Chiamato anche H.P.A., dall’acronimo inglese “hypothalamic–pituitary–adrenal axis”, può essere considerato un sistema multicentrico di coordinazione delle risposte del sistema nervoso allo stress, attraverso la modulazione dell’attività ormonale; è il fulcro della risposta neuro-endocrina agli stimoli ambientali, essendo costituito da componenti ipotalamiche endocrine, dalla porzione anteriore dell’ipofisi, nonché dal principale organo effettore, le ghiandole surrenali. Quando la percezione di pericolo, la paura, la sensazione di non essere all’altezza nei confronti di situazioni o come conseguenza di cambiamenti nell’ambiente l’organismo ha la necessità di utilizzare le risorse energetiche immagazzinate per reagire alle sollecitazioni, l’attivazione dell’asse ipotalamo-ipofisi-surrenale, di concerto con il sistema nervoso autonomo è in grado di far fronte a queste esigenze, per rendere il corpo reattivo.

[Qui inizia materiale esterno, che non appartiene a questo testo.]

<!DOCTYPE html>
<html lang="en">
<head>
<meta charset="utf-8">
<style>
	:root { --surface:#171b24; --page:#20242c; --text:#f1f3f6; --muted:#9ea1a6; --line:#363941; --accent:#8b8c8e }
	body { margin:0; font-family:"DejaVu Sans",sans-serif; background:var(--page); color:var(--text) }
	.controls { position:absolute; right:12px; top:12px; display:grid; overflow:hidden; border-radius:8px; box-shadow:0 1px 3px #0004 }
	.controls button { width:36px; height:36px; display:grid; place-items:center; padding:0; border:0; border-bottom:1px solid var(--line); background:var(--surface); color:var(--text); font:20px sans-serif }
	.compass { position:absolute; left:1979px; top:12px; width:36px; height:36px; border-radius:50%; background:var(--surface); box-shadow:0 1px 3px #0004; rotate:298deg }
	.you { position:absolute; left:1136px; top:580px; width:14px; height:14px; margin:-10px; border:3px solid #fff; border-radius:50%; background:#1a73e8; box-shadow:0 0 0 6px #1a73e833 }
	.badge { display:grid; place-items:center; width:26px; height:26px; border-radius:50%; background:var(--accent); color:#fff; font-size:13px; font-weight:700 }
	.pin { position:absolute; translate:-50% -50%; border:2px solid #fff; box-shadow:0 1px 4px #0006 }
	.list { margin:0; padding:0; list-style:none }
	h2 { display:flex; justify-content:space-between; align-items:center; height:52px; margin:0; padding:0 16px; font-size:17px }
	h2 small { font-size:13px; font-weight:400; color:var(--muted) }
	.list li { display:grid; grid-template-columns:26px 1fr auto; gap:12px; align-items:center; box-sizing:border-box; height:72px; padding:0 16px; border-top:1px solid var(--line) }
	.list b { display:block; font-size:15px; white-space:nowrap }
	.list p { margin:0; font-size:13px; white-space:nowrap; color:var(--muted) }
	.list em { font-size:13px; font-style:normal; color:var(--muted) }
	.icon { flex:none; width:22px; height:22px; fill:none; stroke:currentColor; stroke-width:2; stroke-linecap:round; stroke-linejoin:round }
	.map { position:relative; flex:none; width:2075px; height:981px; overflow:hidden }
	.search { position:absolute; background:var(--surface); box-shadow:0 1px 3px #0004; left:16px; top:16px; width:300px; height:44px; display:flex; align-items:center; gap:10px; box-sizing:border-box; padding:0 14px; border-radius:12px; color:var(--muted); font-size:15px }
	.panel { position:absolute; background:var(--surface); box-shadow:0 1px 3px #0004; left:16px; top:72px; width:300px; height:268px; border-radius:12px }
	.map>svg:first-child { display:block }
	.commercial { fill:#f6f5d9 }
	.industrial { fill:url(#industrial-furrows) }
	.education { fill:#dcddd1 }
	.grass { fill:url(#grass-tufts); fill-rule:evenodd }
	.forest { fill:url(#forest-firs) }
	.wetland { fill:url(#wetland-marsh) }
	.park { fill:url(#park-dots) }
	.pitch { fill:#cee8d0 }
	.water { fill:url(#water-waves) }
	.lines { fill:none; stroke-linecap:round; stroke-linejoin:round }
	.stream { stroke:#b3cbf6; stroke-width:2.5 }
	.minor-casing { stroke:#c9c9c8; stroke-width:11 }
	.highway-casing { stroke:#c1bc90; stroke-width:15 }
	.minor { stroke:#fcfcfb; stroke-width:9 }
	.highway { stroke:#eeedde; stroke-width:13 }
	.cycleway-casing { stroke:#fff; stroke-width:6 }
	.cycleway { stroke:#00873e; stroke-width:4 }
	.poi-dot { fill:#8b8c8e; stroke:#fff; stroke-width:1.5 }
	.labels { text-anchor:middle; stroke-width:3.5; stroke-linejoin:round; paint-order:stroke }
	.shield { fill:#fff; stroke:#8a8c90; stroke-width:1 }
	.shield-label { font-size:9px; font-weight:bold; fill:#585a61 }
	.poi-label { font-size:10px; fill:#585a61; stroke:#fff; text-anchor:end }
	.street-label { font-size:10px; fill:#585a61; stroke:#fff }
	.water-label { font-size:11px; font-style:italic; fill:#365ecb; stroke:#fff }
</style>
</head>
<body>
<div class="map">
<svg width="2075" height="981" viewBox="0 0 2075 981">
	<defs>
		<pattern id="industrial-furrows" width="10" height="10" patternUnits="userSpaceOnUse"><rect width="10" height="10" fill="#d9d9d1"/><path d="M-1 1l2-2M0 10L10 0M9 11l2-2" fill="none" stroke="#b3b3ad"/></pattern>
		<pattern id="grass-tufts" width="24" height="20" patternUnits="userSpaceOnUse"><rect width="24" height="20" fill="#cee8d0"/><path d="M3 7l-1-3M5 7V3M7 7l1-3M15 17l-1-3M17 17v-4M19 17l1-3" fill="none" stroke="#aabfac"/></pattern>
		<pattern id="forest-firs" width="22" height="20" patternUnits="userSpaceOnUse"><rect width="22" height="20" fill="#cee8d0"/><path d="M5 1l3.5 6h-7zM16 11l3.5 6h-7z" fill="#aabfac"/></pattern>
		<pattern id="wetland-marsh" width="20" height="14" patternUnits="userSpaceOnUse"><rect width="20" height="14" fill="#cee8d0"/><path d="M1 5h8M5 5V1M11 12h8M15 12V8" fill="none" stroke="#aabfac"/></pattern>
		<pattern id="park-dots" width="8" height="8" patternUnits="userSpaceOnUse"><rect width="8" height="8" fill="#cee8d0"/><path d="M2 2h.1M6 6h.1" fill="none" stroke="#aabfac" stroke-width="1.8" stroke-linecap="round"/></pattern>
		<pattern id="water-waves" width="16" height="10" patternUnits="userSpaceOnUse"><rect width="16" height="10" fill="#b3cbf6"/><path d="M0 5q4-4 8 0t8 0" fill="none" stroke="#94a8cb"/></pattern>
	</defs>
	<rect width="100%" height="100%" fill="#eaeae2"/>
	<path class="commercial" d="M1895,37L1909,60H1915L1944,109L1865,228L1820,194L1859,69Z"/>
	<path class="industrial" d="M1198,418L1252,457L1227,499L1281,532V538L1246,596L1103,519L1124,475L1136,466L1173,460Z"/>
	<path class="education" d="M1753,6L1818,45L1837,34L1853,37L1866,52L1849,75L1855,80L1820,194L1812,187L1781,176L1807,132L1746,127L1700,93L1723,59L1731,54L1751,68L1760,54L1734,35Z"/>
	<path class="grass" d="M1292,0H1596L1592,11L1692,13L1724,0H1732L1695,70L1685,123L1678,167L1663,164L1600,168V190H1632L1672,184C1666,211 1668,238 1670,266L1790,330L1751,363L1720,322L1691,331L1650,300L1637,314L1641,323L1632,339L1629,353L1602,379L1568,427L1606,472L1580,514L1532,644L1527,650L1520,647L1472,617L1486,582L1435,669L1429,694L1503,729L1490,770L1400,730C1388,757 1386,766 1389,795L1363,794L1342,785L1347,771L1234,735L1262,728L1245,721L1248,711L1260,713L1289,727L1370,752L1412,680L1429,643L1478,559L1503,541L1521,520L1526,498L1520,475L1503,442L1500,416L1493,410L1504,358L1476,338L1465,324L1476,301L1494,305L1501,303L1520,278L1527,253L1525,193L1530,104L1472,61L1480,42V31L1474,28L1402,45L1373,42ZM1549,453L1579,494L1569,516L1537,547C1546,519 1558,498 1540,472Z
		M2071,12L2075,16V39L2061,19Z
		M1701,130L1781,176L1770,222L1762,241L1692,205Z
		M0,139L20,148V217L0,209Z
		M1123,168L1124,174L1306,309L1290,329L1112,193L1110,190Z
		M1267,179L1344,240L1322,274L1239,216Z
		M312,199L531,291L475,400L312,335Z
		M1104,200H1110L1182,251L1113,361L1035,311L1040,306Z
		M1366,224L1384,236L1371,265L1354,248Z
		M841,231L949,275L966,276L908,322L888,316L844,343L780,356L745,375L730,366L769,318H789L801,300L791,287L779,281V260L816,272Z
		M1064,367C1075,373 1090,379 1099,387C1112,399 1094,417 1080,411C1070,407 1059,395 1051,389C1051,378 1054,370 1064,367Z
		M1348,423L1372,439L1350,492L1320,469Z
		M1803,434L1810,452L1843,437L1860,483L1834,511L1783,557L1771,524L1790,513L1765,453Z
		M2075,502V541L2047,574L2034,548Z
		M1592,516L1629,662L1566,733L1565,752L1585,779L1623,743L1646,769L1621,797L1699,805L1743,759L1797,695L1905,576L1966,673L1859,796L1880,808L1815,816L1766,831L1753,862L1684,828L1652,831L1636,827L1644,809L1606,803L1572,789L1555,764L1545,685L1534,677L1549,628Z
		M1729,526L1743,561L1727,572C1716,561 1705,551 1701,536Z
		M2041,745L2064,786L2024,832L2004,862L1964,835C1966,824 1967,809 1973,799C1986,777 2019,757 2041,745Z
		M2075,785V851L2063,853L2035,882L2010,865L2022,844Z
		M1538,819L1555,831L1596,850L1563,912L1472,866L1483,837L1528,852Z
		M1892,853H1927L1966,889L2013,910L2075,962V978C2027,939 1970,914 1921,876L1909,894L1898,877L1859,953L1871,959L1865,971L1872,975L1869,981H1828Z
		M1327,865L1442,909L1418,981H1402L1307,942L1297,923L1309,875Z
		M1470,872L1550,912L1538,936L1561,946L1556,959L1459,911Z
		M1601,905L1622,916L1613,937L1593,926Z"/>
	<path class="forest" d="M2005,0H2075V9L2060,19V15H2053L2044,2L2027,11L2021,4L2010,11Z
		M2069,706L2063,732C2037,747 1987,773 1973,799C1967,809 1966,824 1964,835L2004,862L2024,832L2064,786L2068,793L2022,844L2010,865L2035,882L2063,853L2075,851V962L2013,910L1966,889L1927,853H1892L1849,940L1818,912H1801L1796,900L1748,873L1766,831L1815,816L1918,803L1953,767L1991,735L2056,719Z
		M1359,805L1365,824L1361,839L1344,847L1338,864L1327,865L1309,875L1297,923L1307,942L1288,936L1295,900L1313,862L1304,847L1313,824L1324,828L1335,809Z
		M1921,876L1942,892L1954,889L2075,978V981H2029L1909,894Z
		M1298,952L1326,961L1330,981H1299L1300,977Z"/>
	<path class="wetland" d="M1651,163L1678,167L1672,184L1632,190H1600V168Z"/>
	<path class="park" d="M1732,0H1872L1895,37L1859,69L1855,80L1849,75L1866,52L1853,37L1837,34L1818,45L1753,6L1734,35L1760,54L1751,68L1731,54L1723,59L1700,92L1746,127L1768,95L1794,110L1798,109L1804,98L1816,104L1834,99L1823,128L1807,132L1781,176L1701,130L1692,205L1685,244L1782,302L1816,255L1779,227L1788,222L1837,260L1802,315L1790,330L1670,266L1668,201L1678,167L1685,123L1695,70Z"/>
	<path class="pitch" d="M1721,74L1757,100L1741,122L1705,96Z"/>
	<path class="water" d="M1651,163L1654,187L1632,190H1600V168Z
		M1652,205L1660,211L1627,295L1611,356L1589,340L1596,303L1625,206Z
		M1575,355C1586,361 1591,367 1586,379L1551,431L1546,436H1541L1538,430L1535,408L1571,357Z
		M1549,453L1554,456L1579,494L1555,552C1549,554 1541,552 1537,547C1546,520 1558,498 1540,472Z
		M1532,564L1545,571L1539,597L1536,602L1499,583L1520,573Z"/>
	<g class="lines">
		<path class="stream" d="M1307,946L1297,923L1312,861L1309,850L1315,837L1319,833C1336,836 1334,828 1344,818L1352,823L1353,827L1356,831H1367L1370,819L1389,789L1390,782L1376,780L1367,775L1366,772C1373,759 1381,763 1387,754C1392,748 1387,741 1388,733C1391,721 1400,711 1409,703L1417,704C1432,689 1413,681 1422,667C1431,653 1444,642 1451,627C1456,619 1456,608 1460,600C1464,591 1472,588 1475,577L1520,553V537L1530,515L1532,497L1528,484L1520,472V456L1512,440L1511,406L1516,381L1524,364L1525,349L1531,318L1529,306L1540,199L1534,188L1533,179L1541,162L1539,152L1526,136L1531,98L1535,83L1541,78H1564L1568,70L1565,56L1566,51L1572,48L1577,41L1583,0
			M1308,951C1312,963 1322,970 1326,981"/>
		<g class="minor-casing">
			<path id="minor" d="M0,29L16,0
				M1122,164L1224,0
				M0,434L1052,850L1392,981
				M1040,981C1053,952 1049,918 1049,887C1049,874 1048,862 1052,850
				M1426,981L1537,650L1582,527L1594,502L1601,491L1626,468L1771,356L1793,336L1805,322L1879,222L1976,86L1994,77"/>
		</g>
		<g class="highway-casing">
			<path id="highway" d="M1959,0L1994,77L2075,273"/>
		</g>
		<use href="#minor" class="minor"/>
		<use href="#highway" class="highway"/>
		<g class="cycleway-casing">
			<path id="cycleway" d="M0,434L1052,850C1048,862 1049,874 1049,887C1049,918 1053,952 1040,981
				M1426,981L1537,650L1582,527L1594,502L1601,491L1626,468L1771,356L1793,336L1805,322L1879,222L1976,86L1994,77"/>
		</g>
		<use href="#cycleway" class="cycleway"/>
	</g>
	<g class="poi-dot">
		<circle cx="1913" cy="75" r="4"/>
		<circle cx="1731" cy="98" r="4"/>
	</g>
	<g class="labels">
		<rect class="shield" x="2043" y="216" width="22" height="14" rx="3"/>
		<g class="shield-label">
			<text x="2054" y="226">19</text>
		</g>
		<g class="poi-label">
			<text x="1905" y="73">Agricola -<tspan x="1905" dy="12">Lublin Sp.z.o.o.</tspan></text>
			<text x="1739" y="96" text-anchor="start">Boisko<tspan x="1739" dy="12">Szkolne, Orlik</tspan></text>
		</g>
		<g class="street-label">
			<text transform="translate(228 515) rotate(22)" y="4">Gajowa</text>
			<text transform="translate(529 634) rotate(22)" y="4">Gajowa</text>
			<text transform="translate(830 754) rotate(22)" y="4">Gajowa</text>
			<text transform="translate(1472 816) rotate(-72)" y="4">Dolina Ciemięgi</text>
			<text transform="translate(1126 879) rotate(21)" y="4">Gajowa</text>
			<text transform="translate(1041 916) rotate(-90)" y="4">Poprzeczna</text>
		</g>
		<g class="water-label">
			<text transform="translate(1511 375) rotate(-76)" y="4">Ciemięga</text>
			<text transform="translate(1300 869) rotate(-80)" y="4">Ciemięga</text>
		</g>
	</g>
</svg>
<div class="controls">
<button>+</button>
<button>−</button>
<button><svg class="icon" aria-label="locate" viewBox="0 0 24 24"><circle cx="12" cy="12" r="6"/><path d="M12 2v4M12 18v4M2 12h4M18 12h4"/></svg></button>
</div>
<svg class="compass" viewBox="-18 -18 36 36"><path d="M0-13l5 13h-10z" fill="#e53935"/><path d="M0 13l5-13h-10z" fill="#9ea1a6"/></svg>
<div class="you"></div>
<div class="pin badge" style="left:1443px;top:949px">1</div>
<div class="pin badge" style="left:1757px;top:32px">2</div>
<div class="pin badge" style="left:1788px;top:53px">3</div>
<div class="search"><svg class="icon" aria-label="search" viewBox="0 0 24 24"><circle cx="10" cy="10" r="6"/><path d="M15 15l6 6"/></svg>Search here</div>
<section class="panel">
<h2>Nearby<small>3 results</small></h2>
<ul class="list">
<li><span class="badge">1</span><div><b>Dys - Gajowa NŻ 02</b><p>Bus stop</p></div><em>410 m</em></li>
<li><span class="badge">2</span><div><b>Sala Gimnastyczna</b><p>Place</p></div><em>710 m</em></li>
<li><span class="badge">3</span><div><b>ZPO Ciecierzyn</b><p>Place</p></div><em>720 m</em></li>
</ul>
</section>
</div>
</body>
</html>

Per poter mettere in atto le risposte adeguate alle situazioni potenzialmente pericolose, il sistema neuro-endocrino deve essere in contatto diretto con gli organi di senso, per poter ricevere informazioni dal mondo esterno ed essere in grado di mobilitare le risorse energetiche in modo rapido e specifico; le aree ipotalamiche ricevono le afferenze provenienti dagli organi di senso: in caso di stress, i neuroni nel nucleo ipotalamico paraventricolare (PVN) e dell’eminenza mediana secernono l’ormone di rilascio della corticotropina (CRH – Corticotropin Releasing Hormone) direttamente nella circolazione portale ipotalamo-ipofisaria. Chiamato anche CRF (Corticotropin Releasing Factor), stimola, nell’ipofisi anteriore, la produzione ed il rilascio di ormone adrenocorticotropo (ACTH – adrenocorticotropina), ormone in grado di provocare il rilascio, da parte della corticale del surrene, di glucocorticoidi, il cui principale esponente è il cortisolo; questa famiglia di ormoni coordina la risposta fisiologica allo stress modulando il metabolismo, controllando la funzione immunitaria ed agendo direttamente sul sistema nervoso: il cortisolo può essere considerato un ormone “antidepressivo” per la sua azione stimolante sul tono dell’umore, la capacità di mantenere desta l’attenzione e la memoria. La sua concentrazione nell’ippocampo, nell’ipotalamo e nell’ipofisi è in grado, attraverso un meccanismo di feedback negativo, di inibire la secrezione ipotalamica di corticoliberina e il rilascio di corticotropina a livello ipofisario, mentre una sua carenza può causare patologie gravi come disturbi dell’alimentazione, patologie immuni e autoimmuni o seri disturbi dell’umore, quali ansia e depressione.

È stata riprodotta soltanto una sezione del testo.